*Data supplied*.
**********

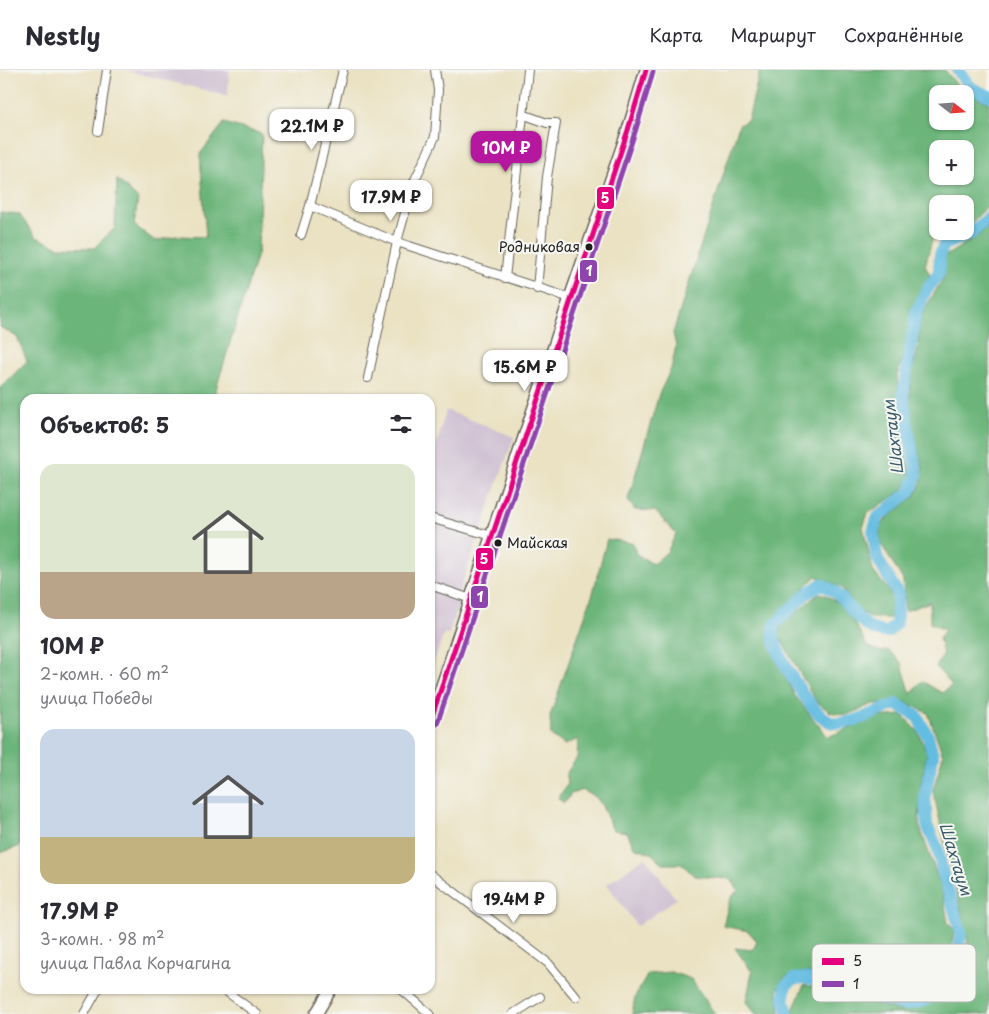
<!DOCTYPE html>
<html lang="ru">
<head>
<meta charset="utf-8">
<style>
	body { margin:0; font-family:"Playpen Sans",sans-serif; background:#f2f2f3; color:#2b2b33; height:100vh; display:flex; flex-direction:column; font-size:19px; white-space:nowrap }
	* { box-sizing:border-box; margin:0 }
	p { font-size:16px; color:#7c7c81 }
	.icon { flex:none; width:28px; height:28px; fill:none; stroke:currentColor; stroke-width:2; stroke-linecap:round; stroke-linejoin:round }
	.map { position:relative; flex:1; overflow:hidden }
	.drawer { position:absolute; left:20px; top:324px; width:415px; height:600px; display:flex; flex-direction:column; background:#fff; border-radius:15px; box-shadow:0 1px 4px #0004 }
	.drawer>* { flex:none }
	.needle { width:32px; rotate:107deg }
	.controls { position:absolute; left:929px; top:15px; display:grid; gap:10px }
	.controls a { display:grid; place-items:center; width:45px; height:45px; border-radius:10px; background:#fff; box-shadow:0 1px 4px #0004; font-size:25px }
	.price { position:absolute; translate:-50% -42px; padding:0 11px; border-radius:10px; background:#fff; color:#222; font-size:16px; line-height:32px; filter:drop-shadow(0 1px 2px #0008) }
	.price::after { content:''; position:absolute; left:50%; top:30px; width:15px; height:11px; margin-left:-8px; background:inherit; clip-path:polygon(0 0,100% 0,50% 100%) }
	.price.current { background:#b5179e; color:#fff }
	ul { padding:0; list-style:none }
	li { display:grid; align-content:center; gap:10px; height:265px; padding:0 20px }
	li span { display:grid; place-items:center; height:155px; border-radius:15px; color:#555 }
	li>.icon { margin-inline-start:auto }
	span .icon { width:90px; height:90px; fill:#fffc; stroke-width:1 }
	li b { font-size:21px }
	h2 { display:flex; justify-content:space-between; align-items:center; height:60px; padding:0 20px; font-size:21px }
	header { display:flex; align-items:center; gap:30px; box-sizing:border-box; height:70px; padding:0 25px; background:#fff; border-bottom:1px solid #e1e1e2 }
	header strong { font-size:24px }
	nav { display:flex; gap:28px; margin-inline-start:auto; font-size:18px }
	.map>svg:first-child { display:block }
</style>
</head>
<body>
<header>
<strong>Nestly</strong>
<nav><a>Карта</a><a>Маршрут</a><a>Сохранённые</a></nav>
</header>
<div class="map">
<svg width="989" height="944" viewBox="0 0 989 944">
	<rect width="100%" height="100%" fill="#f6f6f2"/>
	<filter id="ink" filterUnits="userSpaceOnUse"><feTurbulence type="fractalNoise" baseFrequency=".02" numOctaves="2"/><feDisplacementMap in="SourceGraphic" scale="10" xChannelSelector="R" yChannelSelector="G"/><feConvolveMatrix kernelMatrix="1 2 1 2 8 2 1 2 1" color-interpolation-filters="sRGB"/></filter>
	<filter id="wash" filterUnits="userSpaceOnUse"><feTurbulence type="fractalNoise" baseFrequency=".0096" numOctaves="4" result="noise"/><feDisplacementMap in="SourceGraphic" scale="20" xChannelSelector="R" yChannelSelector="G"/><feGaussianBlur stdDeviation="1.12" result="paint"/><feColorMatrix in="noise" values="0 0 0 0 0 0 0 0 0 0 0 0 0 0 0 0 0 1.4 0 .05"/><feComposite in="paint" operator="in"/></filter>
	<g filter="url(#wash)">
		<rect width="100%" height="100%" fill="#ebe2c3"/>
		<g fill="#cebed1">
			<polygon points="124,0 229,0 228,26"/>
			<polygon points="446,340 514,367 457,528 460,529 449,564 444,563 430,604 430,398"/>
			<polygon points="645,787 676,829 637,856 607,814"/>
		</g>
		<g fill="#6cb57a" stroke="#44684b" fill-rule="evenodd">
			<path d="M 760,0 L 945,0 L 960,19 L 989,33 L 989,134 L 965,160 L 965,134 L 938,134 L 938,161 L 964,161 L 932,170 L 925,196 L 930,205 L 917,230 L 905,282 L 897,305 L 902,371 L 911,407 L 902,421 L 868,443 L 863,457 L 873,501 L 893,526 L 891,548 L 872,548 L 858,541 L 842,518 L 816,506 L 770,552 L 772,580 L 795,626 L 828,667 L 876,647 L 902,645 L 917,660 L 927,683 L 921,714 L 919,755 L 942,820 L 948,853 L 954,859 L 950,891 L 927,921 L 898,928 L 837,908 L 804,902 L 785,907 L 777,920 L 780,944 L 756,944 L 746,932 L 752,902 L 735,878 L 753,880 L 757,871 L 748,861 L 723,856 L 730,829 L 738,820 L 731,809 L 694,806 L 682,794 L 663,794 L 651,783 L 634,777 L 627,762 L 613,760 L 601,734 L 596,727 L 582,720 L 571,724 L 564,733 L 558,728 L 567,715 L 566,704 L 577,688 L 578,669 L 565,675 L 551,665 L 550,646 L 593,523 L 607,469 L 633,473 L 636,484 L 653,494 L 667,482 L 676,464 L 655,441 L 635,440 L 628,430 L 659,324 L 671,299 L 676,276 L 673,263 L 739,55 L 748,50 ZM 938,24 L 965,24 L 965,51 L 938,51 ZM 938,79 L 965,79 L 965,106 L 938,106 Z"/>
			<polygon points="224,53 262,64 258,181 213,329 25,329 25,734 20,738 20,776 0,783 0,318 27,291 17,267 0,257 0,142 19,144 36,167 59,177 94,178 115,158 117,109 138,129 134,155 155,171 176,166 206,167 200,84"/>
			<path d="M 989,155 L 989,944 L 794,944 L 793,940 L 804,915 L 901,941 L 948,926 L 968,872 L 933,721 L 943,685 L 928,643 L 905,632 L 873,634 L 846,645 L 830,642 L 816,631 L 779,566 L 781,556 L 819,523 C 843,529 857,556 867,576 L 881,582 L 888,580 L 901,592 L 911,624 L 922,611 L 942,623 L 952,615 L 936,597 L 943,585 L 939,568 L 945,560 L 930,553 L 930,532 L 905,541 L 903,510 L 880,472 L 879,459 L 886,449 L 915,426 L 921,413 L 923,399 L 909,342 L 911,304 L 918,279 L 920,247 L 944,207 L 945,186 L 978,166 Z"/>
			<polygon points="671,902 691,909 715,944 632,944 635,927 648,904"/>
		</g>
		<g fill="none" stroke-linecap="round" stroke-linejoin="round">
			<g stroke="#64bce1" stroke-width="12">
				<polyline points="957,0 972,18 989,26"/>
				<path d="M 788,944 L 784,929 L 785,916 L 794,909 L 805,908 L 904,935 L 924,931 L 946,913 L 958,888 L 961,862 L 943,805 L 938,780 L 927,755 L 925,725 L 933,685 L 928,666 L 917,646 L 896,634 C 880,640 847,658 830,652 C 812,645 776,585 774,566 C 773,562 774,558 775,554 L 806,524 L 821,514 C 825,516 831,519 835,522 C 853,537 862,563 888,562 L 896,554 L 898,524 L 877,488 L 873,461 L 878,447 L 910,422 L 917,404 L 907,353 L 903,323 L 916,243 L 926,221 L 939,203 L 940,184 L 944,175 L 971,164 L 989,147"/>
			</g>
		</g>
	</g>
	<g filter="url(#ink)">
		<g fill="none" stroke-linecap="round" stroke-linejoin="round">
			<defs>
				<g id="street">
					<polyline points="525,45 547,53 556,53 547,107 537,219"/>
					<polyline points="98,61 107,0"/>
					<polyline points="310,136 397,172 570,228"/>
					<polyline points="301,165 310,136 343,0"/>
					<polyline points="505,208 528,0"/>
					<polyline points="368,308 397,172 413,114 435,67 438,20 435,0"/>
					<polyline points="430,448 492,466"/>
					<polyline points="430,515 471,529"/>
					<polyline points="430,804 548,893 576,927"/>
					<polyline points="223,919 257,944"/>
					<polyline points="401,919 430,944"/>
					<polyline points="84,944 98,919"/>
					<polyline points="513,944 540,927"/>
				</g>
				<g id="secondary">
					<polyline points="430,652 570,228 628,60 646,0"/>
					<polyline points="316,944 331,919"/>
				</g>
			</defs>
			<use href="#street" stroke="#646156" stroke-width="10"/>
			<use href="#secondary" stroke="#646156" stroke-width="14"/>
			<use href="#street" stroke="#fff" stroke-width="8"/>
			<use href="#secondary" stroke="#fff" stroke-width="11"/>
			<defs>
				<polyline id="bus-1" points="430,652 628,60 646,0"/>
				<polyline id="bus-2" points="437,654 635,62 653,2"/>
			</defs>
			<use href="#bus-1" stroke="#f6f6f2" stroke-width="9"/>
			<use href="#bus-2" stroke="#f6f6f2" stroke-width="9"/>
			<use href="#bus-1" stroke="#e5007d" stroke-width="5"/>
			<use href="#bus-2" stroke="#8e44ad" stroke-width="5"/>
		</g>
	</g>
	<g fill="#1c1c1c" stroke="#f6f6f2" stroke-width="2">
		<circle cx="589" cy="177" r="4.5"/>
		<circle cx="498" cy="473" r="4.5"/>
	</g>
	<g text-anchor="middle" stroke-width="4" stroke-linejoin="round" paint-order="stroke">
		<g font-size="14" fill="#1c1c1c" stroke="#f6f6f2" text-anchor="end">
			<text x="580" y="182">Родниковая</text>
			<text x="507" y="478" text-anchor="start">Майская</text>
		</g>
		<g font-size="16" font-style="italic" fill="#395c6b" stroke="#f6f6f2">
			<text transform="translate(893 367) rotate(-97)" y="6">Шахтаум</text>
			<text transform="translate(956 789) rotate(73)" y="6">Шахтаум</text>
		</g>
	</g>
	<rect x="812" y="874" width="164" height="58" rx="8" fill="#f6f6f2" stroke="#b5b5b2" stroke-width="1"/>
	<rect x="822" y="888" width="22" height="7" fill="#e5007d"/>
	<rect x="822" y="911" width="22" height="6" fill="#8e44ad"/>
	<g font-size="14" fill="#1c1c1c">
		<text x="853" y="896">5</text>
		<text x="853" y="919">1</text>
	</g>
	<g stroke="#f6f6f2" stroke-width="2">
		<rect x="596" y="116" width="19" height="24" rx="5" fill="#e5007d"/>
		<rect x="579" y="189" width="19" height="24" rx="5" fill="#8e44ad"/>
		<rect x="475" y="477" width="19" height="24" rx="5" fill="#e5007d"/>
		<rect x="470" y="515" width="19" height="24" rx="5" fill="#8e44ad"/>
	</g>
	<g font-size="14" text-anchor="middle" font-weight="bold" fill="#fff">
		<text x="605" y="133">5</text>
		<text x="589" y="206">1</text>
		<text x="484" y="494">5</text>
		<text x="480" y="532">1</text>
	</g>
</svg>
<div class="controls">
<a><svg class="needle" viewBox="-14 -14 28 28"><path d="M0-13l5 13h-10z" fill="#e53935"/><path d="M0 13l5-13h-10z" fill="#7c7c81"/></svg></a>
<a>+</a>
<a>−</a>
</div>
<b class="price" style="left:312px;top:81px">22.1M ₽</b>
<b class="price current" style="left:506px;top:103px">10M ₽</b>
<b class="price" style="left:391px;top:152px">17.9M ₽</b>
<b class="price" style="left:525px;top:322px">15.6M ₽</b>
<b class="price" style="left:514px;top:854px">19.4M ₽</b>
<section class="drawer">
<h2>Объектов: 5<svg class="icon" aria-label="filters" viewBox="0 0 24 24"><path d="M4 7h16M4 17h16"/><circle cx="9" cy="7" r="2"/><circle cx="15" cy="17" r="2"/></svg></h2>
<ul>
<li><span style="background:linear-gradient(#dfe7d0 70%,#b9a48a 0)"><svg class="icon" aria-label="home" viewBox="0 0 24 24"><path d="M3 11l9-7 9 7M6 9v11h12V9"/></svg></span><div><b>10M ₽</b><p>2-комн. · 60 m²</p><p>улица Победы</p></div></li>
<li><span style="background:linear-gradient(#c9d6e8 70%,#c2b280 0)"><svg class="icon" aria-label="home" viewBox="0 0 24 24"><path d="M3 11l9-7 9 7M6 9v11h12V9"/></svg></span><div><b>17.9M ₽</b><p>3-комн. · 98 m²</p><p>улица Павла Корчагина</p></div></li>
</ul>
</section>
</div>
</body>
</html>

**********

*Try it*.
Work out, please, how many lines above contain "secondary"; answer only with the number.

*Answer to this exercise*.
3